- Opening Delimiter -

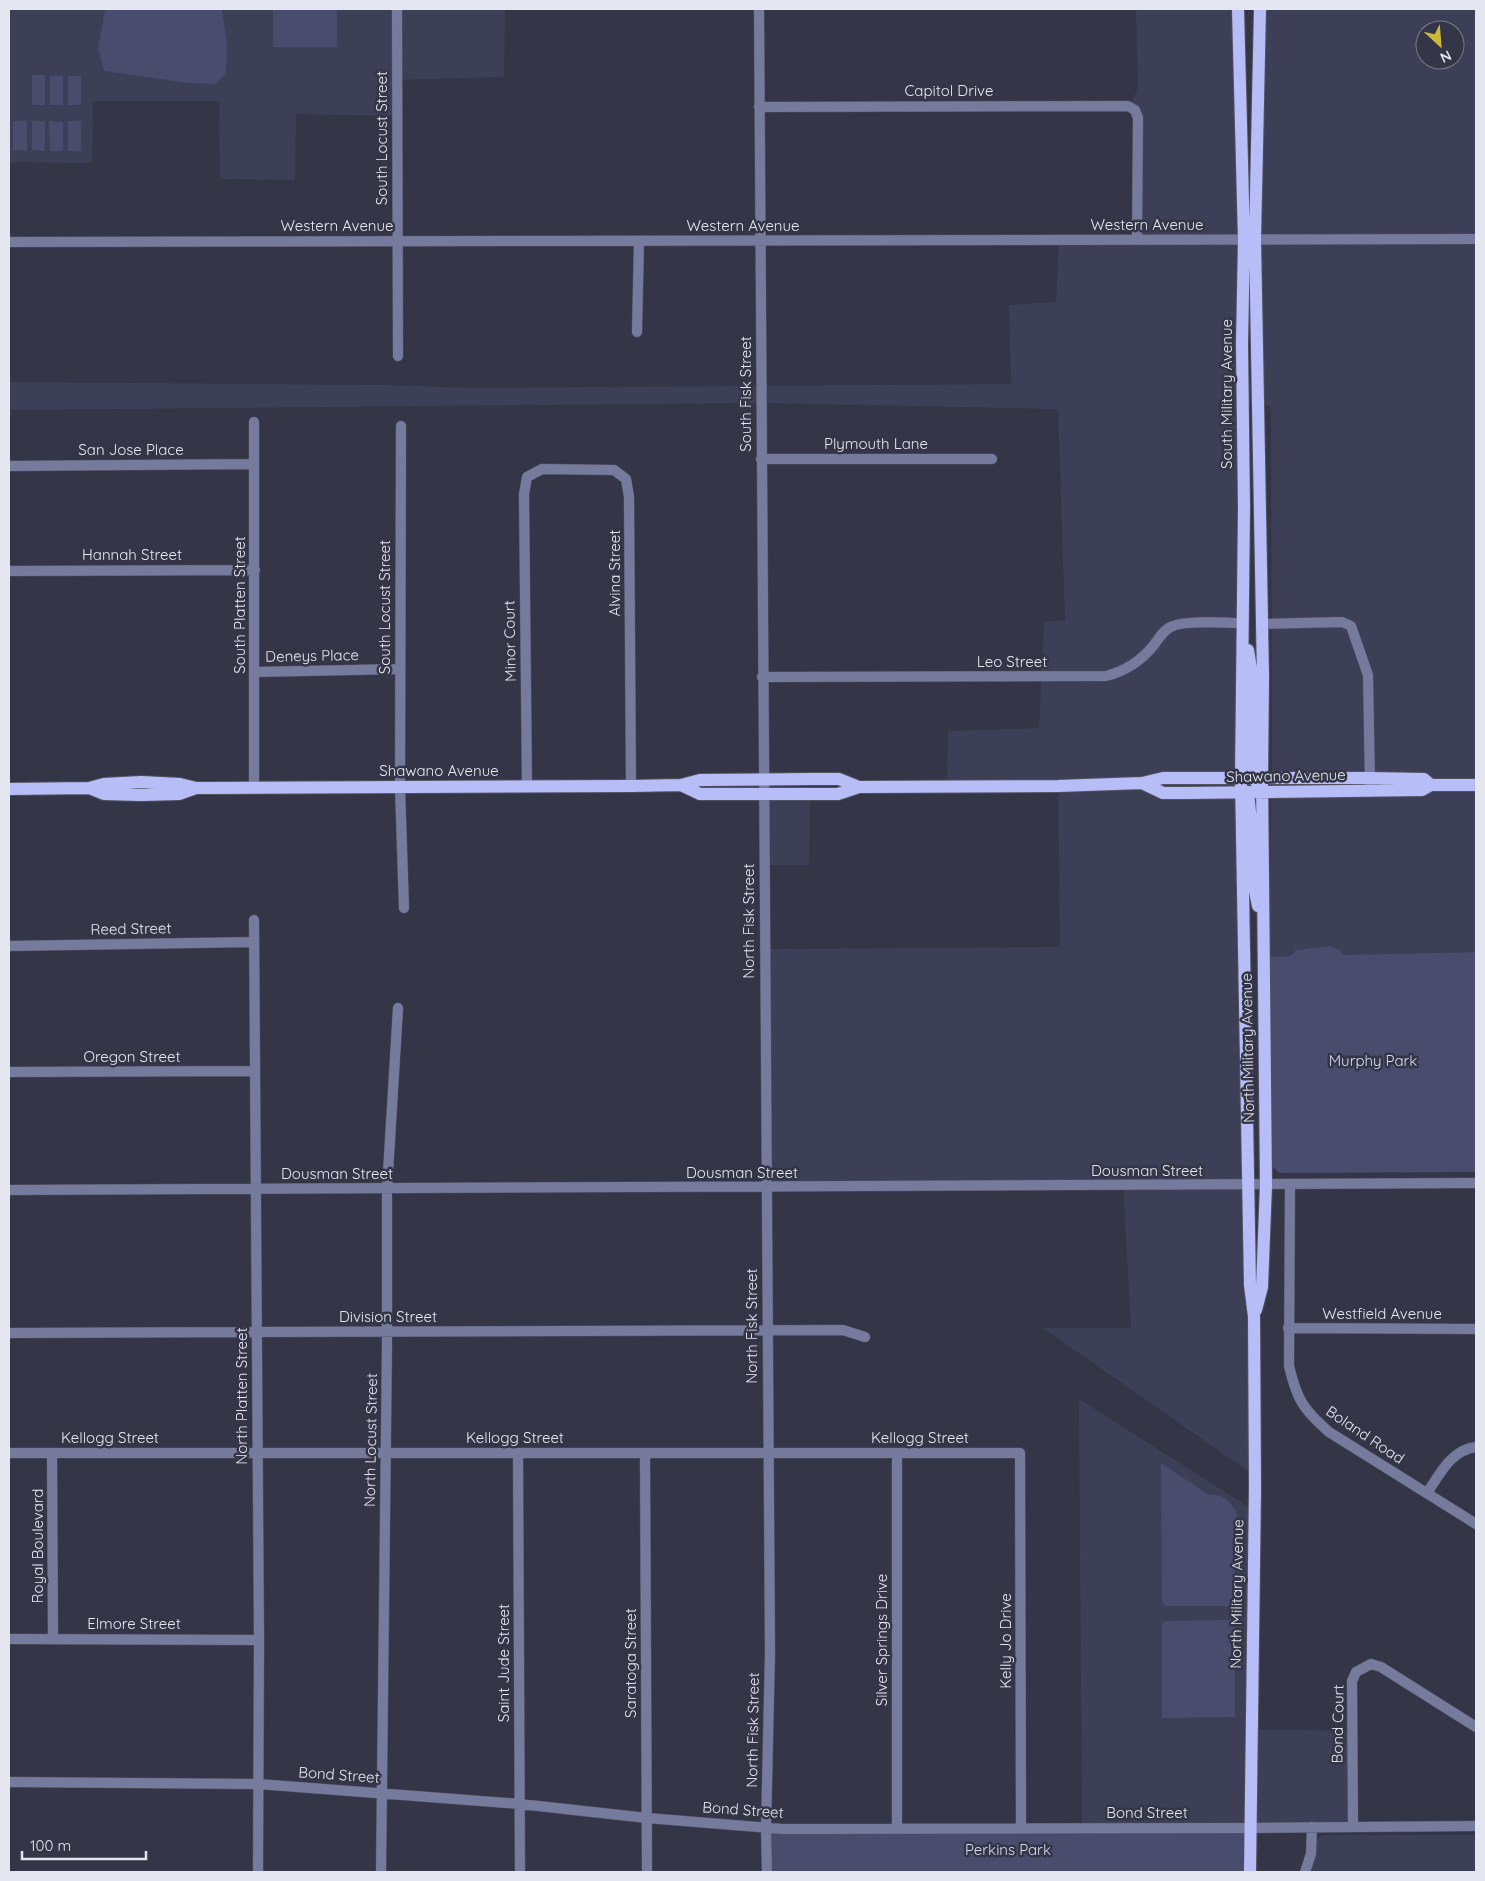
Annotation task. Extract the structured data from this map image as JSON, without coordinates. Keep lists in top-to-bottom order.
{
  "streets": {
    "main road": ["South Military Avenue", "Shawano Avenue", "North Military Avenue"],
    "street": [
      "Capitol Drive",
      "South Locust Street",
      "Western Avenue",
      "South Fisk Street",
      "Plymouth Lane",
      "San Jose Place",
      "Hannah Street",
      "Alvina Street",
      "South Platten Street",
      "Minor Court",
      "Deneys Place",
      "Leo Street",
      "North Fisk Street",
      "Reed Street",
      "Oregon Street",
      "Dousman Street",
      "Westfield Avenue",
      "Division Street",
      "North Platten Street",
      "Boland Road",
      "Kellogg Street",
      "North Locust Street",
      "Royal Boulevard",
      "Elmore Street",
      "Silver Springs Drive",
      "Kelly Jo Drive",
      "Saint Jude Street",
      "Saratoga Street",
      "Bond Court",
      "Bond Street"
    ]
  },
  "crossings": [
    ["Capitol Drive", "Western Avenue"],
    ["Capitol Drive", "South Fisk Street"],
    ["South Locust Street", "Western Avenue"],
    ["South Locust Street", "Deneys Place"],
    ["South Locust Street", "Shawano Avenue"],
    ["Western Avenue", "South Fisk Street"],
    ["Western Avenue", "South Military Avenue"],
    ["South Fisk Street", "Plymouth Lane"],
    ["South Fisk Street", "Leo Street"],
    ["South Fisk Street", "Shawano Avenue"],
    ["South Fisk Street", "North Fisk Street"],
    ["South Military Avenue", "Leo Street"],
    ["South Military Avenue", "Shawano Avenue"],
    ["South Military Avenue", "North Military Avenue"],
    ["San Jose Place", "South Platten Street"],
    ["Hannah Street", "South Platten Street"],
    ["Alvina Street", "Minor Court"],
    ["Alvina Street", "Shawano Avenue"],
    ["South Platten Street", "Deneys Place"],
    ["South Platten Street", "Shawano Avenue"],
    ["Minor Court", "Shawano Avenue"],
    ["Shawano Avenue", "North Fisk Street"],
    ["Shawano Avenue", "North Military Avenue"],
    ["North Fisk Street", "Dousman Street"],
    ["North Fisk Street", "Division Street"],
    ["North Fisk Street", "Kellogg Street"],
    ["North Fisk Street", "Bond Street"],
    ["Reed Street", "North Platten Street"],
    ["North Military Avenue", "Dousman Street"],
    ["North Military Avenue", "Bond Street"],
    ["Oregon Street", "North Platten Street"],
    ["Dousman Street", "North Platten Street"],
    ["Dousman Street", "Boland Road"],
    ["Dousman Street", "North Locust Street"],
    ["Westfield Avenue", "Boland Road"],
    ["Division Street", "North Platten Street"],
    ["Division Street", "North Locust Street"],
    ["North Platten Street", "Kellogg Street"],
    ["North Platten Street", "Elmore Street"],
    ["North Platten Street", "Bond Street"],
    ["Kellogg Street", "North Locust Street"],
    ["Kellogg Street", "Royal Boulevard"],
    ["Kellogg Street", "Silver Springs Drive"],
    ["Kellogg Street", "Kelly Jo Drive"],
    ["Kellogg Street", "Saint Jude Street"],
    ["Kellogg Street", "Saratoga Street"],
    ["North Locust Street", "Bond Street"],
    ["Royal Boulevard", "Elmore Street"],
    ["Silver Springs Drive", "Bond Street"],
    ["Kelly Jo Drive", "Bond Street"],
    ["Saint Jude Street", "Bond Street"],
    ["Saratoga Street", "Bond Street"],
    ["Bond Court", "Bond Street"]
  ],
  "parks": ["Murphy Park", "Perkins Park"],
  "scale_bar": "100 m",
  "north": "bottom right"
}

- Closing Delimiter -

What you are asked to do –
Throughout the material above, find lines holding the word "Reed", then copy them.

Written answer –
      "Reed Street",
    ["Reed Street", "North Platten Street"],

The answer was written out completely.